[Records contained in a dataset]
.....

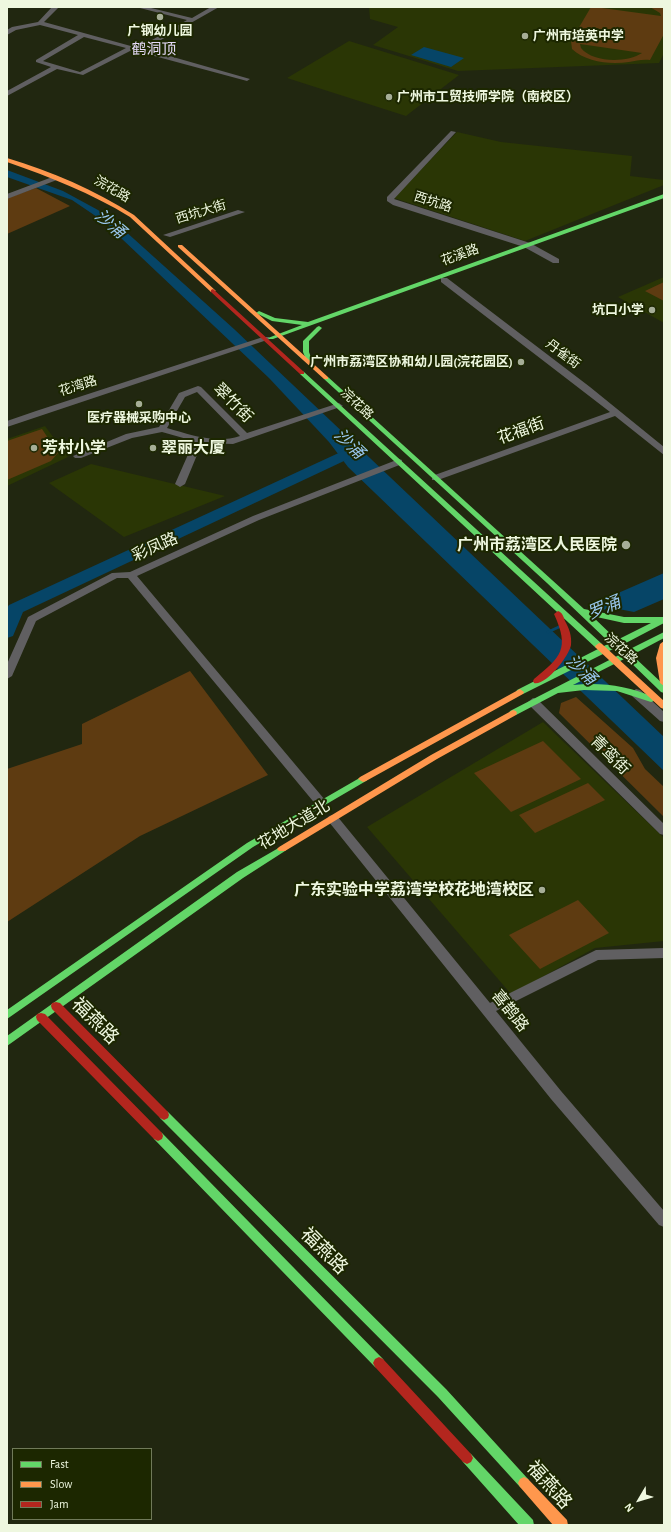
<!DOCTYPE html>
<html>
<head>
<meta charset="utf-8">
<style>
	body { margin:0 }
	#map { position:relative; width:671px; height:1532px; overflow:hidden; background:#212710; font-family:"Alegreya Sans",sans-serif }
	canvas { display:block }
	.frame { position:absolute; inset:0; border:8px solid #eef7df; pointer-events:none }
	.legend { position:absolute; left:12px; top:1448px; width:140px; height:72px; box-sizing:border-box; background:#1c2700; border:1px solid #707a59; margin:0; padding:5px 7px; list-style:none; font-size:12px; color:#eef7df }
	.legend li { display:flex; align-items:center; gap:8px; height:20px }
	.legend b { width:20px; border:1px solid #707a59 }
	.north { position:absolute; left:619px; top:1480px; width:40px; height:40px; -webkit-text-stroke:3px #1c2700; paint-order:stroke; rotate:232deg; font-size:11px; font-weight:700; line-height:16px; text-align:center; color:#eef7df }
	.north::after { content:''; display:block; margin:auto; width:14px; height:18px; background:#eef7df; clip-path:polygon(50% 0,100% 100%,50% 72%,0 100%) }
</style>
</head>
<body>
<div id="map">
<canvas width="671" height="1532"></canvas>
<div class="frame"></div>
<ul class="legend">
<li><b style="height:5px;background:#63d668"></b>Fast</li>
<li><b style="height:5px;background:#ff974d"></b>Slow</li>
<li><b style="height:5px;background:#b3261e"></b>Jam</li>
</ul>
<div class="north">N</div>
</div>
<script>
const g = document.querySelector('canvas').getContext('2d');
g.lineJoin = 'round';
function fill(path, color) { g.fillStyle = color; g.fill(path, 'evenodd'); }
function stroke(path, color, width, dash) { g.strokeStyle = color; g.lineWidth = width; g.lineCap = dash ? 'butt' : 'round'; g.setLineDash(dash || []); g.stroke(path); }
function drawText(font, color, halo, rows, align = 'center') {
  g.font = font + ' "Alegreya Sans","Noto Sans SC",sans-serif'; g.lineWidth = 4; g.setLineDash([]); g.textBaseline = 'middle'; g.strokeStyle = halo; g.fillStyle = color; for (const [text, x, y, turn = 0] of rows) {
    g.save(); g.translate(x, y); g.rotate((+turn || 0) * Math.PI / 180); g.textAlign = isNaN(turn) ? turn : align; if (halo) g.strokeText(text, 0, 0); g.fillText(text, 0, 0); g.restore();
  }
}
fill(new Path2D(`
	M369,7H664V53L659,63L458,71L373,45L398,27L370,19Z
	M349,41L459,75L406,116L287,78Z
	M457,132L501,142L632,156L630,176L664,180V185L525,241L394,198Z
	M664,277V323L618,297Z
	M45,426L68,457L7,486V439Z
	M91,464L225,496L124,537L49,483Z
	M543,722L664,838V941L595,948L511,994L367,827Z`), '#2a3605');
fill(new Path2D(`
	M591,7H603L602,8L661,16L660,13L650,7H661L664,9V34L650,60C642,59 636,61 629,62C610,65 586,62 572,49L571,41ZM580,44L642,53C627,63 593,63 581,48Z
	M36,188L70,206L7,234V198Z
	M664,282V301L645,291Z
	M42,429L58,453L51,461L7,480V441Z
	M190,671L268,775L140,836L7,922V769L82,744V724Z
	M576,697L633,748L645,769L664,787V817L559,713L561,703Z
	M543,741L581,779L511,812L474,773Z
	M588,783L605,800L535,833L519,815Z
	M578,900L609,933L540,969L509,935Z`), '#5e3b11');
fill(new Path2D(`
	M424,47L464,58L451,67L411,55Z
	M7,170L63,191L98,210L114,221L234,329L664,737V771L348,467L329,442L269,378L103,221L72,200L7,177Z
	M664,573V599L634,612L598,605L609,597Z`), '#064567');
stroke(new Path2D(`
	M594,612L609,606
	M548,632L561,626`), '#064567', 3);
fill(new Path2D(`
	M356,445L361,447L364,450L361,453L23,612L13,636L7,638V608L9,605Z`), '#064567');
fill(new Path2D(`
	M52,7H59L44,22L138,48L187,20L136,7H147L192,18L211,7H219L145,49L250,79L247,81L132,50L83,75L57,69L7,96V91L51,67L36,62V60L78,35L40,25L16,30L7,35V30L12,27L38,22ZM84,37L126,48L80,72L43,61Z
	M451,131L456,132L394,199L530,243L559,259V263H553L524,247L393,205L387,201V197Z
	M55,176L62,178L7,199V194Z
	M238,210L245,212L170,237L163,235Z
	M441,278H447L590,387L664,447V455L615,416L438,480H432V476L610,412L441,282Z
	M263,337H269L270,339L7,427V421L36,411Z
	M198,386L201,387L247,433L336,404L339,403L343,406L233,444L202,443L185,484L180,487L175,484L194,441L162,432L132,438L81,458H75L73,456L126,434L159,427L179,393ZM197,392L240,436C216,444 191,435 167,428L185,397Z
	M399,459L402,460V464L259,520L137,576L325,800L327,803L325,806H317L128,578H117L36,621L12,676L7,679V664L28,617L112,573L130,572L253,516Z
	M636,689L640,690L664,712V722L660,721L632,696L631,693Z
	M533,698L537,699L664,824V835L660,834L529,705L528,702Z
	M333,815L337,816L490,1003L596,950L664,948V958L598,960L496,1011L561,1091L664,1211V1227L659,1225L551,1099L329,822L327,819L329,816Z`), '#605f61');
fill(new Path2D(`
	M664,194V198L273,339H269L268,338L302,325L272,321L256,313L259,311L275,318L308,322Z
	M319,326L322,328L309,341V352L313,363L310,365L308,364L303,352V341L317,327Z
	M302,371L304,372L602,644V647L610,643L547,583L324,379V377H328L584,609L624,617H664V623L622,645L628,650L664,632V638L632,655L664,685V693L661,692L626,658L573,685C602,682 627,686 654,697L655,699L654,701L651,702L617,691L584,690L558,693L516,715H510L509,713L510,711L621,654L615,648L523,694H517L516,692L517,690L600,648H596L300,374V372ZM592,616L624,623H651L617,640Z
	M363,776L368,779L366,781L253,847L7,1019V1010L247,843Z
	M282,846L285,847L287,849L285,851L243,878L7,1046V1036L237,872Z
	M164,1110L168,1112L446,1389L528,1479L530,1483L528,1487L524,1489L520,1487L438,1397L160,1118L159,1115L160,1112Z
	M158,1131L162,1133L383,1359L385,1363L383,1367L379,1369L375,1367L154,1139L153,1136L154,1133Z
	M467,1452L471,1454L533,1520L534,1525H519L463,1462L461,1458L463,1454Z`), '#63d668');
fill(new Path2D(`
	M7,158C51,171 95,190 134,215L216,291L211,292L130,217C91,193 50,177 7,162Z
	M178,245H182L328,377V379H324L178,247Z
	M664,641V686L660,683L656,658L660,644Z
	M599,643L602,644L664,701V709L661,708L596,648L595,646Z
	M520,689L524,692L523,694L366,781L363,782L358,779L360,777Z
	M513,710L516,711L517,713L516,715L437,759L285,851H279L277,849L279,847L431,755Z
	M524,1477L528,1479L567,1520L568,1525H553L520,1487L518,1483L520,1479Z`), '#ff974d');
fill(new Path2D(`
	M213,289L304,372V374H300L211,292V290Z
	M558,611C563,613 563,616 565,621C569,628 572,636 571,645C569,656 546,686 534,683L533,681L534,679C561,657 570,649 554,614Z
	M56,1002L60,1003L168,1112L169,1115L168,1118L164,1120L160,1118L52,1009L51,1006L52,1003Z
	M41,1013L45,1014L162,1133L163,1136L162,1139L158,1141L154,1139L37,1020L36,1017L37,1014Z
	M379,1357L383,1359L471,1454L473,1458L471,1462L467,1464L463,1462L375,1367L373,1363L375,1359Z`), '#b3261e');
for (const [x, y, r, color] of [
	[160,17,4,"#a6ae97"],
	[525,36,4,"#a6ae97"],
	[389,97,4,"#a6ae97"],
	[652,310,4,"#a6ae97"],
	[521,362,4,"#a6ae97"],
	[139,404,4,"#a6ae97"],
	[34,448,4,"#a6ae97"],
	[153,448,4,"#a6ae97"],
	[626,545,5,"#a6ae97"],
	[542,890,4,"#a6ae97"]
]) { const dot = new Path2D(); dot.arc(x, y, r, 0, 2 * Math.PI); g.fillStyle = color; g.fill(dot); stroke(dot, '#1c2700', 1.5); }
drawText('bold 13px', '#eef7df', '#1c2700', [
	["广钢幼儿园",160,31],
	["广州市培英中学",533,36,"left"],
	["广州市工贸技师学院（南校区）",397,97,"left"],
	["坑口小学",644,310,"right"],
	["广州市荔湾区协和幼儿园(浣花园区)",513,362,"right"],
	["医疗器械采购中心",139,418]
]);
drawText('13px', '#eef7df', '#1c2700', [
	["浣花路",112,189,30],
	["西坑路",433,202,18],
	["西坑大街",201,212,-17],
	["花溪路",460,255,-20],
	["丹雀街",563,354,37],
	["花湾路",78,386,-17],
	["浣花路",357,404,43],
	["浣花路",621,649,42]
]);
drawText('15px', '#e3d8f4', '#1c2700', [
	["鹤洞顶",154,49]
]);
drawText('16px', '#eef7df', '#1c2700', [
	["翠竹街",233,403,45],
	["花福街",521,431,-20],
	["彩凤路",155,547,-24],
	["青鸾街",610,755,45],
	["花地大道北",294,825,-31],
	["喜鹊路",510,1011,51]
]);
drawText('bold 16px', '#eef7df', '#1c2700', [
	["芳村小学",42,448],
	["翠丽大厦",161,448],
	["广州市荔湾区人民医院",617,545,"right"],
	["广东实验中学荔湾学校花地湾校区",534,890,"right"]
], 'left');
drawText('italic 17px', '#99c7ed', '#1c2700', [
	["沙涌",110,224,40],
	["沙涌",349,444,44],
	["罗涌",604,608,-23],
	["沙涌",581,670,44]
]);
drawText('19px', '#eef7df', '#1c2700', [
	["福燕路",95,1021,45],
	["福燕路",324,1251,45],
	["福燕路",549,1485,48]
]);
</script>
</body>
</html>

.....

Copy every line of the data where "margin" is found.

= Answer to the problem =
	body { margin:0 }
	.legend { position:absolute; left:12px; top:1448px; width:140px; height:72px; box-sizing:border-box; background:#1c2700; border:1px solid #707a59; margin:0; padding:5px 7px; list-style:none; font-size:12px; color:#eef7df }
	.north::after { content:''; display:block; margin:auto; width:14px; height:18px; background:#eef7df; clip-path:polygon(50% 0,100% 100%,50% 72%,0 100%) }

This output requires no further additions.